San Diego Union Tribune
Two consumer groups have petitioned the state to open up the arbitration system used by most health plans to resolve disputes with plan members.
The petition asks the state to make public all documents and discoveries obtained during arbitration, a process used by many companies and government agencies to resolve disputes outside of court.
Such records currently are not open to the public.
The Foundation for Taxpayer & Consumer Rights and the Health Administration Responsibility Project — both based in Santa Monica — filed the request this week.
Citing a report issued last month by the California Research Bureau, the research arm of the state Legislature, the petition says: “The recent failure of health plans to report even basic information about their arbitrations with patients suggests the need for rules guaranteeing open disclosure.”
Daniel Zingale, the director of the state Department of Managed Health Care, must respond to the petition within 30 days of the filing.
A representative for health plans called any efforts to make all arbitration records public a “grave mistake.”
“We don’t mind giving you (the Department of Managed Health Care) more information about arbitration so you can decide whether the system is working well,” said Walter Zelman of the California Association of Health Plans. “But making this an open process risks privacy, confidentiality and opens up liability issues.”
Zingale, who is evaluating the petition, said he would not be willing to disclose private medical information about patients without their approval.
He also said the department already is gathering information from health plans about their arbitration practices — particularly about the actions health plans take when a decision is made against them.
“We need to find out what they do to improve things in the future for patients,” Zingale said.
In January, the California Research Bureau reported that arbitration is costly to patients and unfairly tilted in favor of health plans.
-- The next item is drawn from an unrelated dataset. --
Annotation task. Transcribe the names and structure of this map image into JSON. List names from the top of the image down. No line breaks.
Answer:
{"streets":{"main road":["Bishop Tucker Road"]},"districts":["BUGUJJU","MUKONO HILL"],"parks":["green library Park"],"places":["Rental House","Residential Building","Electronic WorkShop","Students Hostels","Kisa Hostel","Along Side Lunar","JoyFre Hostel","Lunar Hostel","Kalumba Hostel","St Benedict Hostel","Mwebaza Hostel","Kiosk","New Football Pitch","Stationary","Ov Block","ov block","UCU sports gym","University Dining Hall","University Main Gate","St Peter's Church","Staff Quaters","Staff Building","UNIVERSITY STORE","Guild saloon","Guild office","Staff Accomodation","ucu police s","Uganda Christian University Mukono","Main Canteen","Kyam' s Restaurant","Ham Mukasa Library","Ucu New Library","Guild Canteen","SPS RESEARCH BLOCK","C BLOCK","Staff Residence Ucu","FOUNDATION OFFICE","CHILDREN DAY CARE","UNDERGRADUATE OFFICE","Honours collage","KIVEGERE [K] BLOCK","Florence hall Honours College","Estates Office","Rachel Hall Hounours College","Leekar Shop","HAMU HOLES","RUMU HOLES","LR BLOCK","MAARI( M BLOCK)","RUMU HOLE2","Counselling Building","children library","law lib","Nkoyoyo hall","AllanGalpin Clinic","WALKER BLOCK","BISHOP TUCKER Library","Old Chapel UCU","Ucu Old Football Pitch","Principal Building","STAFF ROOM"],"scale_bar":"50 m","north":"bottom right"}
More than 18 million Californians — or 80 percent of the state’s managed care enrollees — belong to health plans with binding arbitration clauses in their contracts..
Last month’s report said health plans may be violating legal requirements to report arbitration cases to the state. Each year, about 300 arbitration cases are decided, but in 1999 just 171 were reported to the state, the report said.
Zelman dismissed those findings, saying the 300 figure was an arbitrary number concocted by the researchers.
“That’s pretty shoddy research,” he said. “There is no evidence there is a problem with the arbitration system.”
Health plans are not the only ones to use arbitration. Because it is often a cheaper and quicker alternative to going to court, government agencies use arbitration to resolve disputes with their employees.
However, the consumer groups said a recent change in state court guidelines that makes it more difficult to seal court records should be applied to arbitration records, as well.
“Health plans should not have the benefit of secrecy for misdeeds simply because they utilize binding arbitration agreements,” their petition says.